Enfin, les publicitaires rigolèrent des antipubs, et se dirent qu’ils les aidaient bien, plus précisément, qu’ils leur faisaient de la propagande. Je fis récemment un stage dans une agence de publicité, pour voir de l’intérieur, je dois avouer que je ne fus pas déçu. Lors d’une réunion où fut présentée l’affiche d’une campagne quelconque, quelqu’un remarqua qu’elle serait taggée par les antipubs : il restait un petit espace blanc. Muré dans mon silence et me délectant de la scène, je ne fus pas surpris d’entendre le chef déclarer péremptoirement à une assistance médusée : « une pub taggée, c’est une pub qui marche. » Sur ce, il tourna les talons et quitta majestueusement la pièce.
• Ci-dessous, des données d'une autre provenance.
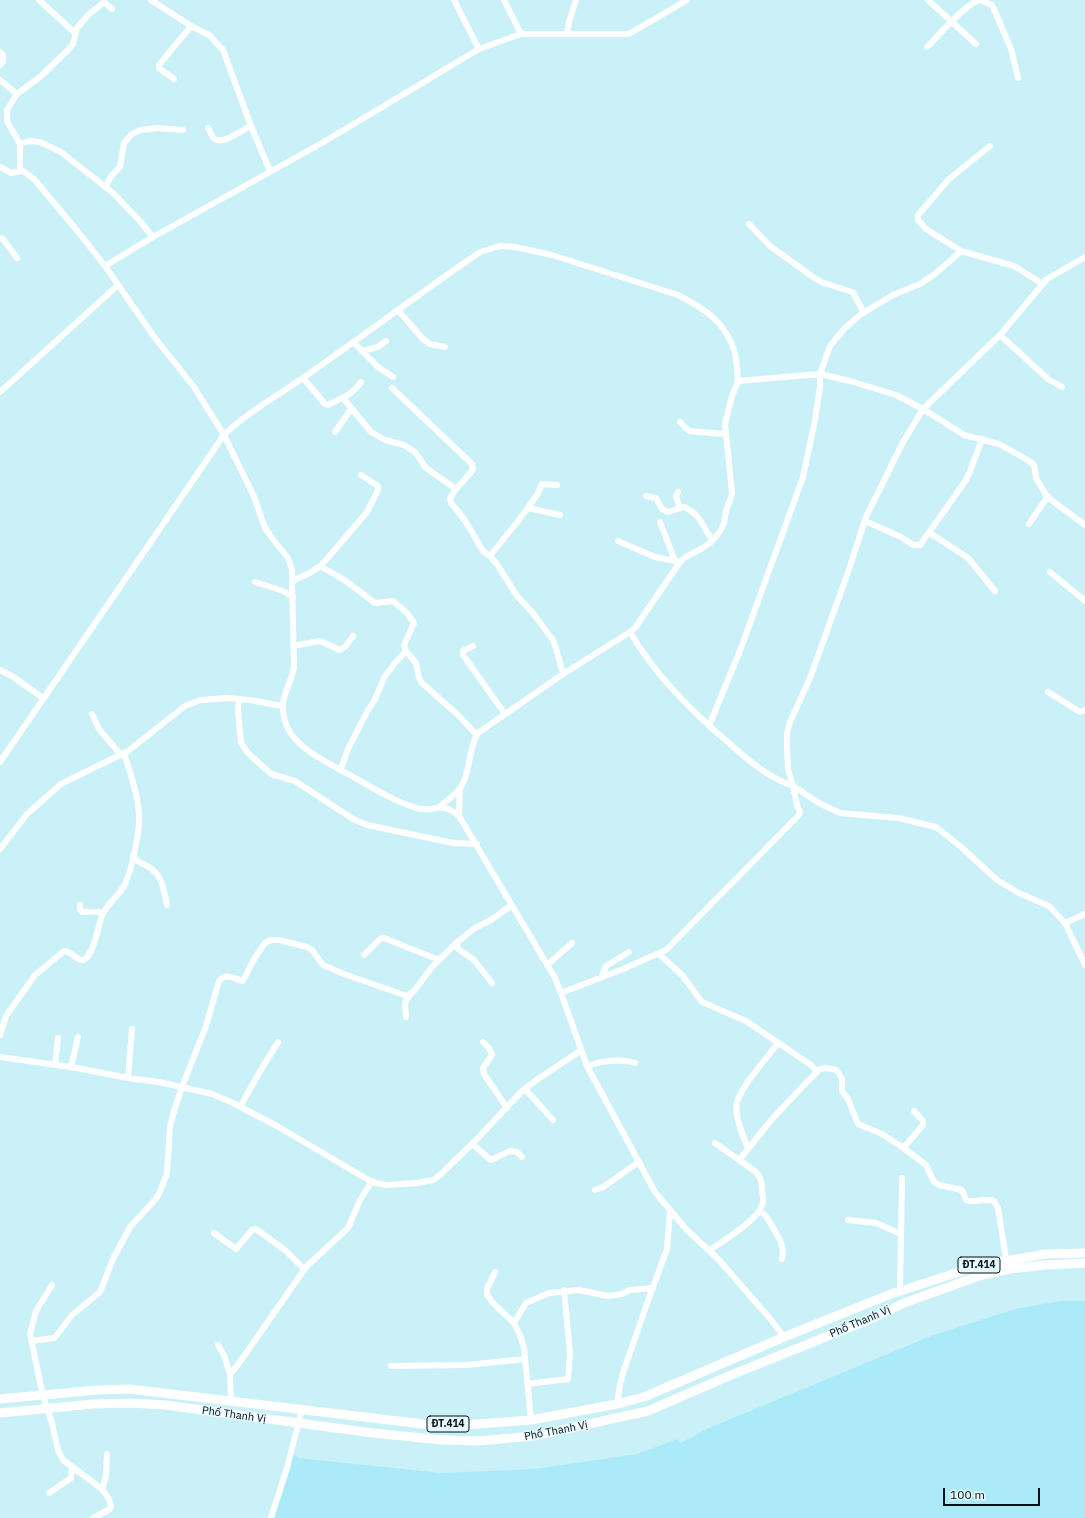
<!DOCTYPE html>
<meta charset="utf-8">
<style>
body{margin:0}
#map{position:relative;width:1085px;height:1518px;overflow:hidden;background:#caf0f8;font-family:"IBM Plex Sans",sans-serif}
canvas{display:block}
.scale{position:absolute;left:943px;top:1488px;width:97px;height:18px;box-sizing:border-box;border:2px solid #001015;border-top:0;padding-left:5px;font-size:12px;line-height:14px;white-space:nowrap;color:#001015;-webkit-text-stroke:3px #e7f9fd;paint-order:stroke}
</style>
<div id="map">
<canvas width="1085" height="1518"></canvas>
<div class="scale">100 m</div>
</div>
<script>
const ctx = document.querySelector('canvas').getContext('2d');
ctx.lineJoin = 'round';
function paint(path, color) {
  ctx.fillStyle = color;
  ctx.fill(path, 'evenodd');
}
function trace(path, color, width, dash) {
  ctx.strokeStyle = color;
  ctx.lineWidth = width;
  ctx.lineCap = dash ? 'butt' : 'round';
  ctx.setLineDash(dash || []);
  ctx.stroke(path);
}
function label(font, color, halo, rows, align = 'center') {
  ctx.font = font + ' "IBM Plex Sans",sans-serif';
  ctx.lineWidth = 3;
  ctx.setLineDash([]);
  ctx.textBaseline = 'middle';
  ctx.strokeStyle = halo;
  ctx.fillStyle = color;
  for (const [text, x, y, turn = 0] of rows) {
    ctx.save();
    ctx.translate(x, y);
    ctx.rotate((+turn || 0) * Math.PI / 180);
    ctx.textAlign = isNaN(turn) ? turn : align;
    if (halo) ctx.strokeText(text, 0, 0);
    ctx.fillText(text, 0, 0);
    ctx.restore();
  }
}
paint(new Path2D(`
 M1061 1301H1085V1518H274L293 1454 298 1458 441 1473 535 1469 637 1454 678 1439 680 1443 709 1428 931 1336 1015 1309Z`), '#abebf9');
trace(new Path2D(`
 M39 0 75 33
 M151 0 191 26 209 35 223 50 251 126 270 171
 M454 0 479 49
 M504 0 521 34
 M928 0 976 44
 M567 34 569 22 576 0
 M927 47C937 37 967 2 980 0L992 5 994 9 1011 49 1018 78
 M0 52 3 55V62L0 65
 M174 79 159 68V65L191 26
 M0 80 17 94
 M208 128C210 132 212 137 215 139 223 145 242 130 251 126
 M20 144 29 141 40 142 61 152 113 193 139 220 153 237
 M990 146 949 179 918 215V220L926 229 961 251 1014 266 1043 284
 M0 167 11 173 23 171 34 179 75 228 105 266 155 338 194 387 224 435 245 478 254 497 265 528 272 538 288 558 292 570V581L294 667C292 682 281 696 283 711 284 721 288 731 295 739 309 754 330 764 348 774 370 786 392 801 417 808 435 814 439 799 459 816L555 978 561 993 587 1066 655 1192 686 1229 719 1260 772 1321 784 1337
 M20 171V144L7 121V110L10 105 17 94 40 77 68 50 73 44 77 28 88 15 103 3H105L112 9
 M105 187 112 175 120 167 124 143 132 134 141 130 157 128 183 130
 M749 224 770 246 813 277 821 282 852 292 854 294 864 313
 M0 238 3 239 17 258
 M1085 257 1047 279 1000 335 923 409 902 444 866 517 847 575 810 678 790 722 787 733V746L788 769 793 786 819 803 840 813 898 818 936 827 960 846 997 880 1019 893 1049 906 1065 923 1085 965
 M105 266 153 237 322 143 479 49 521 34H629L687 0
 M398 310 422 338 430 344 445 347
 M1000 335 1048 379 1062 387
 M353 342 378 367 393 377
 M362 351 378 347 386 341
 M303 378 325 404 328 405C341 398 353 395 361 382
 M392 388 472 464 473 470 456 489 450 498 451 503 464 519 483 551 490 556 497 564 517 596 532 612 553 640 556 648 563 674 478 733C468 748 471 770 462 785 458 794 446 801 439 807
 M0 392 118 285
 M343 398 371 432 385 440 404 445 415 452 426 468 456 489
 M680 422 689 431 725 434
 M335 432 351 409
 M678 492 676 496 680 508
 M646 496 656 498 662 509 668 512 684 507C702 515 701 526 713 540
 M528 508 560 515
 M865 521 901 537 913 545H920L964 483 969 474 982 439
 M660 522 675 561
 M1029 524 1048 496
 M930 533 968 558 995 591
 M618 541 655 557 680 562
 M490 556 518 521 537 495 542 484 557 485
 M320 566 346 581 375 603 393 601 407 613 414 623 404 645 406 651 416 663 419 678 422 683 457 714 477 735
 M1050 572 1085 601
 M292 581 310 573 320 566 326 560 367 512 378 490V486L361 475
 M255 582 283 591 293 597
 M630 632 635 628 680 562C687 554 696 553 704 547 713 542 720 533 724 523 725 518 725 512 727 508 729 502 731 499 732 493L725 424 732 396 738 381 820 374 850 381 896 395 923 409 964 435 999 444 1026 459 1034 465 1036 478 1046 495 1050 499 1085 525
 M293 646 320 641 340 650 346 646 353 636
 M473 646 463 651V655L505 714
 M0 670 12 676 43 698
 M1048 692 1080 712 1085 710
 M239 699 238 710 241 743 248 753 271 774 295 781 353 819 367 825 453 843 477 844
 M92 714 99 729 121 755
 M709 726 741 648 803 477 815 420 820 387V374L830 346 845 328 860 315 893 295 920 284 935 274 961 251
 M0 762 224 435C250 410 281 394 310 373 367 333 423 291 480 252L500 246 515 247 552 255 678 295C705 309 726 322 735 353 737 362 737 372 738 381
 M341 769 348 749 367 712 374 701 385 676 395 663 406 651
 M459 816 460 789
 M0 849 27 814 61 784 128 751 185 706 201 700 227 698 250 700 282 706
 M133 856C136 862 143 863 149 867 162 875 164 890 167 905
 M80 905V909L82 912H104
 M1065 923 1085 914
 M458 941 457 948 474 960 492 983
 M659 954 682 975 702 1002 746 1021 811 1065 815 1069 816 1074
 M364 955 381 938H384L439 960
 M547 965 572 943
 M601 978 606 966 629 952
 M561 993 623 969 666 950 799 815 800 812 797 805 793 786C769 778 749 761 730 744 692 712 655 675 630 632L563 674
 M406 1017 405 1003 410 995
 M0 1035 6 1016 35 975 64 951C71 951 77 961 83 960 94 957 98 925 102 916 107 903 120 895 125 884 132 868 140 833 139 815 138 794 130 773 124 753
 M483 1042 489 1048 492 1055 483 1068 484 1074 507 1108
 M0 1057 77 1068 128 1078 159 1082 212 1094 231 1102 277 1126 372 1182 386 1185 417 1183 433 1180 439 1176 478 1138 521 1092 538 1079 580 1051
 M55 1064 58 1038
 M587 1066C601 1061 620 1058 635 1063
 M71 1067 78 1037
 M128 1078 132 1029
 M525 1089 553 1120
 M240 1107 259 1073 278 1042
 M472 1144 491 1160 510 1151 517 1152 522 1157
 M902 1147 926 1165 934 1182 939 1185 962 1190 966 1200C976 1204 984 1197 994 1201L998 1208 1006 1259
 M748 1148C743 1137 734 1114 737 1102 743 1084 766 1059 778 1043
 M739 1160 773 1118 805 1084 820 1069 826 1068 832 1069 836 1070 840 1075 842 1079V1091L848 1099 858 1124 882 1134 902 1147 905 1146 923 1125V1121L914 1111
 M595 1190 603 1187 639 1162
 M758 1212 764 1214 768 1219 780 1240 783 1250 782 1259
 M848 1220 876 1223 901 1234
 M214 1233 236 1249 252 1230 256 1229 286 1251 304 1269
 M710 1250C723 1241 754 1222 761 1208 764 1203 763 1195 762 1190 762 1182 761 1178 756 1172L715 1143
 M495 1272 487 1289V1295L493 1303 514 1323 520 1335 524 1348 531 1420
 M52 1285 36 1311 30 1334 43 1396 52 1423 58 1450 63 1460 102 1489 109 1499 111 1506 110 1509 93 1518
 M900 1292 902 1178
 M514 1323 526 1303 549 1293 579 1290 608 1296 622 1294 630 1290 653 1288
 M31 1341 54 1338 57 1335 72 1315 100 1292 113 1259 130 1227 154 1201 159 1194 167 1173 170 1127 174 1111 182 1087 206 1026 219 981C226 972 234 979 243 981L254 959 265 943 271 940H279L307 947 312 950 323 965 344 974 407 996 414 991 432 967 455 944 475 928 491 920 512 905
 M218 1345 224 1355 230 1374
 M391 1366 467 1365 525 1359
 M527 1384 568 1379 570 1354 564 1290
 M231 1400 230 1374 237 1366 306 1267 348 1228 360 1200 372 1181
 M617 1404 620 1384 624 1370 649 1298 667 1249 670 1212
 M102 1489 106 1476 107 1454
 M49 1493 71 1478 72 1467
 M271 1518 287 1468 302 1409`), '#fff', 6);
trace(new Path2D(`
 M0 1399 97 1390 129 1389 423 1424 465 1425 531 1420 617 1404 644 1397 784 1337 891 1294 981 1265 1046 1254 1085 1253
 M0 1413 93 1404 130 1403 165 1405 373 1433 442 1440 478 1441 534 1436 648 1411 731 1375 873 1318 904 1303 982 1275 1010 1269 1045 1265 1085 1263`), '#fff', 9);
for (const [x, y, w] of [
 [979,1265,42],
 [448,1424,42]
]) {
  const box = new Path2D();
  box.roundRect(x - w / 2, y - 8, w, 16, 3);
  ctx.fillStyle = '#e7f9fd';
  ctx.fill(box);
  trace(box, '#001015', 1);
}
label('bold 10px', '#001015', null, [
 ["ĐT.414",979,1265],
 ["ĐT.414",448,1424]
]);
label('11px', '#001015', '#e7f9fd', [
 ["Phố Thanh Vị",860,1322,-23],
 ["Phố Thanh Vị",234,1415,8],
 ["Phố Thanh Vị",556,1431,-11]
]);
</script>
Qu’est-ce qu’une « pub qui marche » ? Une pub qui fait vendre, qui marque, qui manipule ? Que pourrait être la manipulation publicitaire ? La transformation du désir en besoin ? l’injonction d’acheter ? l’atteinte au libre arbitre ?



IV

En 2005, chaque être humain des pays occidentaux – les habitants du Sud n’ont pas encore cette chance – subit, en moyenne, sept mille messages publicitaires par jour. Cela semble-t-il important ? Pourtant, ce chiffre vient d’Olivier Domerc, le rédacteur en chef de l’émission Culture Pub, spécialisée dans la critique consensuelle d’une publicité qui la fait vivre [4]. Comptons rapidement : les affiches, 40% seraient illégales à Paris ; la radio, 15 à 20 minutes de réclame par heure ; les journaux : même Le Monde aimerait que la moitié de son budget soit financé par la publicité ; le cinéma, nous y sommes, contrairement à la radio, attentifs à la pub ; la télévision évidemment, nous la regardons trois heures par jour en moyenne ; plus tout le hors médias (les prospectus qui inondent notre boîte aux lettres, les logos sur les vêtements, la publicité sur Internet, etc.) ; on arrive facilement à sept mille messages par jour.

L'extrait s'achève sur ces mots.